While Carter’s actions in the Yemen crisis were certainly a reaction to domestic pressures in the wake of the Shah of Iran’s fall, they were ultimately an assertion of American power in a region where that power had recently been tested, not least by the Soviets and their friends. This show of American resolve aimed to reassure US allies and the American public that the United States would not watch while its friends were attacked. The Yemen crisis, as Fred Halliday writes, was “of symbolic rather than intrinsic significance.” An unnamed White House official—probably NSC staffer David Aaron—explained that “our actions in Yemen and the Middle East peace process are intimately linked. Both form part of a wider policy of salvaging American influence in the area after Iran.”
This was not mere rhetoric. During the Yemen crisis, Brzezinski outlined a “Consultative Security Framework for the Middle East.” When identifying “the basic sources of instability” in the area, the National Security Advisor listed the Arab-Israeli conflict first, followed by radicalism, Soviet encroachment, and economic disparities. “The stakes at the moment are extremely high,” Brzezinski warned. “Another major setback to U.S. policy in the area—such as [the] collapse of Camp David, the fall of [Egyptian President Anwar al-] Sadat, political instability in Saudi Arabia . . . could put the region dangerously out of control,” with dire consequences for American interests.
Brzezinski’s consultative security framework—essentially a loose grouping of pro-Western states, each of whom would have defense (and sometimes basing) agreements with the United States—became the bedrock of Carter’s Middle East policy moving forward, as the administration sought to securitize the region against further shocks. This was, in many respects, intimately connected with the promulgation of the Carter Doctrine in January 1980: “An attempt by any outside force to gain control of the Persian Gulf region will be regarded as an assault on the vital interests of the United States of America, and such an assault will be repelled by any means necessary, including military force.” In this way, Carter drastically changed American Middle East policy to a far more interventionist footing.
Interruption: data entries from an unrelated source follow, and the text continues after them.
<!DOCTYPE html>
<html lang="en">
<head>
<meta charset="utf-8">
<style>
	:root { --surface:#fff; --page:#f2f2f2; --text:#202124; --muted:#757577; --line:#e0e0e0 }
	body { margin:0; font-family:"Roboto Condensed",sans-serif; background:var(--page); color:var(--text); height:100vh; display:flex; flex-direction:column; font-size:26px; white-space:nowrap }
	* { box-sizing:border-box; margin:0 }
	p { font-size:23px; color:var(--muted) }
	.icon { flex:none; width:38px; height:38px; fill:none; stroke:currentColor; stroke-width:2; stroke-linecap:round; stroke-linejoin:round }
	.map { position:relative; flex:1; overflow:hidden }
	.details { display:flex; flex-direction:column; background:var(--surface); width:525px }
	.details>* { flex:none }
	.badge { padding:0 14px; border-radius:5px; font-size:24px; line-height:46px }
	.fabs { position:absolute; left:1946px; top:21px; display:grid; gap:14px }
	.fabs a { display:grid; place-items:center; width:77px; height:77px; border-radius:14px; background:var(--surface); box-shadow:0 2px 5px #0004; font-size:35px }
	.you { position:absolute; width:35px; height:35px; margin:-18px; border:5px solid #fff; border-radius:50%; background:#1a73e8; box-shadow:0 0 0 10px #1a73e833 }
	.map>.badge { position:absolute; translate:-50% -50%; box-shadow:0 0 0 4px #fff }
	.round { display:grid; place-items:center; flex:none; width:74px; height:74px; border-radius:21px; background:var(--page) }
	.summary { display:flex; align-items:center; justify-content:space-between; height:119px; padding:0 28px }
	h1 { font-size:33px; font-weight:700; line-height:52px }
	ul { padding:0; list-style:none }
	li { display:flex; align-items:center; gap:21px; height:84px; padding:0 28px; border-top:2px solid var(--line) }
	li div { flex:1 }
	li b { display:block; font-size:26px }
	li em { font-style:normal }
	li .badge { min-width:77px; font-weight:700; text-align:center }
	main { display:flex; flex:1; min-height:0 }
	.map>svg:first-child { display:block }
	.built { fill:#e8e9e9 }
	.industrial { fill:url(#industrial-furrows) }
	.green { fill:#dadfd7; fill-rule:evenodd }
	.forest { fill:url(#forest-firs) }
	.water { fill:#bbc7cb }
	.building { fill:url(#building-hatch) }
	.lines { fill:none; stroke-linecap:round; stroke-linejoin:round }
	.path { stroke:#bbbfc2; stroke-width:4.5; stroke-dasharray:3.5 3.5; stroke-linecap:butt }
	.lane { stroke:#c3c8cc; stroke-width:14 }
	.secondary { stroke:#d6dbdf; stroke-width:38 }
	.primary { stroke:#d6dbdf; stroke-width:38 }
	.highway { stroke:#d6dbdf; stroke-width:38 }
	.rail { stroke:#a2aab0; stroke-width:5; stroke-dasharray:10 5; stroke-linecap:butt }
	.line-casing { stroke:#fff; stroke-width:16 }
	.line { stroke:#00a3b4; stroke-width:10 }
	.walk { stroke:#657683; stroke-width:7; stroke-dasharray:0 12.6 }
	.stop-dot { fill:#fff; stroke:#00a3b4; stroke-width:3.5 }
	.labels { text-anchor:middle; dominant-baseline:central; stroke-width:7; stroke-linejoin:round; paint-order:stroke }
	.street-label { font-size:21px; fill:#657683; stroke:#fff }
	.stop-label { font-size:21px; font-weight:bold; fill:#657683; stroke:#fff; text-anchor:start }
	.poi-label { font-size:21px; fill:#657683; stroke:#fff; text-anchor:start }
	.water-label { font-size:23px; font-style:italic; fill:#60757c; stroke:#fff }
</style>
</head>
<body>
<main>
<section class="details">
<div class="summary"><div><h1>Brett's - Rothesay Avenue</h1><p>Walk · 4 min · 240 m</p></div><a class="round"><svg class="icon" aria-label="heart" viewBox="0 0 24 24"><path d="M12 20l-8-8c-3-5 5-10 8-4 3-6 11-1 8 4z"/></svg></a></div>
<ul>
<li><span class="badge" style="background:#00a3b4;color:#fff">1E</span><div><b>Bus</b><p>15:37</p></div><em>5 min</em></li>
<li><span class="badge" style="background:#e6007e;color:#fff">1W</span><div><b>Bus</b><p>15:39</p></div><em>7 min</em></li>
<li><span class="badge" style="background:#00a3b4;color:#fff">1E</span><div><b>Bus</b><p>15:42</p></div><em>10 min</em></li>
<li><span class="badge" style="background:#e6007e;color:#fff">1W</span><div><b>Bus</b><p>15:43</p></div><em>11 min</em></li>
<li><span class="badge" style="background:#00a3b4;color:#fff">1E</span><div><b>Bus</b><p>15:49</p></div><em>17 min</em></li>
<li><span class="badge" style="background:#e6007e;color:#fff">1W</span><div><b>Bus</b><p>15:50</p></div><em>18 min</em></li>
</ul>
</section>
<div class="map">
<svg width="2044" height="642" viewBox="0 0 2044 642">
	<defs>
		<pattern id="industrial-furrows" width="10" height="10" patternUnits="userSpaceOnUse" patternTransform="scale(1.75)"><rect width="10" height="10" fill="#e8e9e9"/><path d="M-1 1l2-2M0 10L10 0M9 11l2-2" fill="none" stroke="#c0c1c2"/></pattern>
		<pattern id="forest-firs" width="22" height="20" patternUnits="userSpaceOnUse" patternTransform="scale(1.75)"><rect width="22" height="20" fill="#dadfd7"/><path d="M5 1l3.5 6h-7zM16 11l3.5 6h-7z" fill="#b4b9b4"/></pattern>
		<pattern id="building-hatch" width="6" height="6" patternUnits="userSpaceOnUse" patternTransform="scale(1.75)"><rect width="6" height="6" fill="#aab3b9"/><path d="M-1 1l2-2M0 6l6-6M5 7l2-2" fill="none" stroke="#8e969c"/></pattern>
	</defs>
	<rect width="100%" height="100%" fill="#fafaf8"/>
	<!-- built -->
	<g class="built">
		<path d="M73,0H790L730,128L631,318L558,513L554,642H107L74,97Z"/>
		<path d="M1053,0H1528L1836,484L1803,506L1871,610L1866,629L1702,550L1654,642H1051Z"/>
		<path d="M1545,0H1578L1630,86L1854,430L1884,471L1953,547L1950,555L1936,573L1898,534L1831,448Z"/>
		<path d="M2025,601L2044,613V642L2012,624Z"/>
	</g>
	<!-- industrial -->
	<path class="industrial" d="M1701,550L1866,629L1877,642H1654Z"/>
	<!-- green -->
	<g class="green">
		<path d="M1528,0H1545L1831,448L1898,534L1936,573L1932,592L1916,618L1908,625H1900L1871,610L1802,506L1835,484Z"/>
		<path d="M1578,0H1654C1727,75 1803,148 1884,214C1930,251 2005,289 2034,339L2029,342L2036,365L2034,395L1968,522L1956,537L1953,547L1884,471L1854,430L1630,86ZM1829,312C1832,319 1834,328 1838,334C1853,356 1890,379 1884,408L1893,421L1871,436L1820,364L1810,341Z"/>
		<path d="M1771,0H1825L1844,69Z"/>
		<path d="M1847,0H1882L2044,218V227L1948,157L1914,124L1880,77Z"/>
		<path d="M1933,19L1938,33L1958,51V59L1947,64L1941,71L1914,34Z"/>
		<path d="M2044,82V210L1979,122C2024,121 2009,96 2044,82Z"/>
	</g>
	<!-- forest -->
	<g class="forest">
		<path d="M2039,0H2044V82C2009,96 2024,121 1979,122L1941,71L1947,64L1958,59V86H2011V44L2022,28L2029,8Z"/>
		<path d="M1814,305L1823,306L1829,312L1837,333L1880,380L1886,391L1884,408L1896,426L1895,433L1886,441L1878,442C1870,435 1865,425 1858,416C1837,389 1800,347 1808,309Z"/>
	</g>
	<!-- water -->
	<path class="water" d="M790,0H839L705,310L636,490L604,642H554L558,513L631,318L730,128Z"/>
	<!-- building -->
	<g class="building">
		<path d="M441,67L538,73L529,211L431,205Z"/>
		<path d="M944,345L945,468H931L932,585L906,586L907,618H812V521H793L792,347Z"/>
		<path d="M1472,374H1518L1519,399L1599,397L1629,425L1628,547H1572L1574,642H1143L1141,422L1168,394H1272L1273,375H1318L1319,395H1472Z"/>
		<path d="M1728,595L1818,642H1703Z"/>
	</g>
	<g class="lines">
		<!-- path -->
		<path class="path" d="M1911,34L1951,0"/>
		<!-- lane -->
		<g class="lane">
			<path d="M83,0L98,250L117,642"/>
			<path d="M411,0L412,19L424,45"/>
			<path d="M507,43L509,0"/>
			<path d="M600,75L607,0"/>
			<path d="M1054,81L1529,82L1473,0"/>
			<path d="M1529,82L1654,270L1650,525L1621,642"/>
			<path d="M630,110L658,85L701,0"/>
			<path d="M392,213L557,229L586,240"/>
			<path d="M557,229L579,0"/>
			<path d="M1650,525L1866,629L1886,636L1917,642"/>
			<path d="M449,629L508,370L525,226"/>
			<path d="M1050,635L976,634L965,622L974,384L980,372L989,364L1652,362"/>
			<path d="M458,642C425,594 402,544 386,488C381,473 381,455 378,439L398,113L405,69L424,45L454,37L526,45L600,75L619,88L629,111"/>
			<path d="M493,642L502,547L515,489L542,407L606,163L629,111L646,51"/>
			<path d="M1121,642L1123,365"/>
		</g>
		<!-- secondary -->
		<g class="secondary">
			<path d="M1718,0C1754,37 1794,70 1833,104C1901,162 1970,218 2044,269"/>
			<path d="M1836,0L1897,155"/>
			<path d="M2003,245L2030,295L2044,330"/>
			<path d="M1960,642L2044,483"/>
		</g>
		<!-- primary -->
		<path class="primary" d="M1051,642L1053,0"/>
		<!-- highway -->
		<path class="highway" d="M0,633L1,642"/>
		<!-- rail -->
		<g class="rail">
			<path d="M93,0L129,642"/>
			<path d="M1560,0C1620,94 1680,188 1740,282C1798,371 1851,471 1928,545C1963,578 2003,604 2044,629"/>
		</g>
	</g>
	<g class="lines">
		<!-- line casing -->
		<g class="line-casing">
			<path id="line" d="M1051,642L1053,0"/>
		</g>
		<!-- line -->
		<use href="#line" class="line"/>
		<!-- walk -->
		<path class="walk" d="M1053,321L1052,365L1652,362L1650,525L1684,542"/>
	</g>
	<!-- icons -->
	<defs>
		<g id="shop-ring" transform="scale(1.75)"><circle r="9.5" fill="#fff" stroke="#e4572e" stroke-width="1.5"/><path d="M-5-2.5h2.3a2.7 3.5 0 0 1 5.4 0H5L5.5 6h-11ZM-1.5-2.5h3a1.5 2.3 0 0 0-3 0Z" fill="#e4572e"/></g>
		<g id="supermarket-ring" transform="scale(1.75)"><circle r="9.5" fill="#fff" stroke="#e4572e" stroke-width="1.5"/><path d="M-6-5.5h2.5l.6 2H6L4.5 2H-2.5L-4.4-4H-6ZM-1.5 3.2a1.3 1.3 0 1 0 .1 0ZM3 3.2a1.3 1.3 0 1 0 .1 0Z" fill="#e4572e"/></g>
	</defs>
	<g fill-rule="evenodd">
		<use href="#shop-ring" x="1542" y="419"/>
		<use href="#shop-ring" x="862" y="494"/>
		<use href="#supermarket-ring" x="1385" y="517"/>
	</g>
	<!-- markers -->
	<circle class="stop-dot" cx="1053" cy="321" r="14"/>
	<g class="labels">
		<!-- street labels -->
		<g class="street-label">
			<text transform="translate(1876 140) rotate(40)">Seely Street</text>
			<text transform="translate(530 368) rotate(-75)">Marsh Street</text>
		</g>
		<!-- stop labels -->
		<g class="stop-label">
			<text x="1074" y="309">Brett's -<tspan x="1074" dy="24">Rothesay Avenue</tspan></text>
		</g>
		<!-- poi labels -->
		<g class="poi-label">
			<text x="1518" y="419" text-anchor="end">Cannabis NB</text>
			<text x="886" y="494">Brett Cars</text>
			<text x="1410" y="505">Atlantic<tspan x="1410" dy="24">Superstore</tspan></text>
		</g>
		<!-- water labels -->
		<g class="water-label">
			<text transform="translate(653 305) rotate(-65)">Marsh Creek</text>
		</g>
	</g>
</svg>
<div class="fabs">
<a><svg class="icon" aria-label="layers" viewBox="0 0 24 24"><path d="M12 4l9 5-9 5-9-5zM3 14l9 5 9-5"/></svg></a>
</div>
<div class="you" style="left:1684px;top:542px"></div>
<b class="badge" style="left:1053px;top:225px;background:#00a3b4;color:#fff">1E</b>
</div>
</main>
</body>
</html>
While Carter did not send combat troops to North Yemen, and the conflict had ended through outside mediation by the time American materiel and naval units arrived, his decision in the Second Yemenite War was an important show of force, marking a via media between the relaxed American approach to the Ogaden War of 1977–78, on the one hand, and the promulgation of the Carter Doctrine of 1980 and the disastrous attempt to rescue the American hostages in Iran on the other. Indeed, by January 1980, when the Yemeni merger seemed imminent, Brzezinski brazenly suggested the drastic step of a “joint action” with the Saudis “to bring about a fundamental political change in South Yemen.” Although this idea was quickly scuttled, it, combined with EAGLE CLAW and the Carter Doctrine itself, signaled the new, aggressive American policy toward the region.
Some scholars speak of the “shocks of 1979”—the Iranian Revolution and the Soviet invasion of Afghanistan—as the two most important events in shifting Carter’s Middle East policy. While both events certainly had a profound impact on Carter’s thinking, his thinking on defense and foreign policy had already begun to harden long before they occurred, as other scholars have shown. In some ways, the Second Yemenite War was a smaller “shock of 1979,” which, although it did not garner the same attention as Iran or Afghanistan, it helped push Carter further down the road toward creating what became one of his most lasting legacies in the Middle East—the Carter Doctrine, which opened the door for the last forty years of interventionist American policy in the Middle East.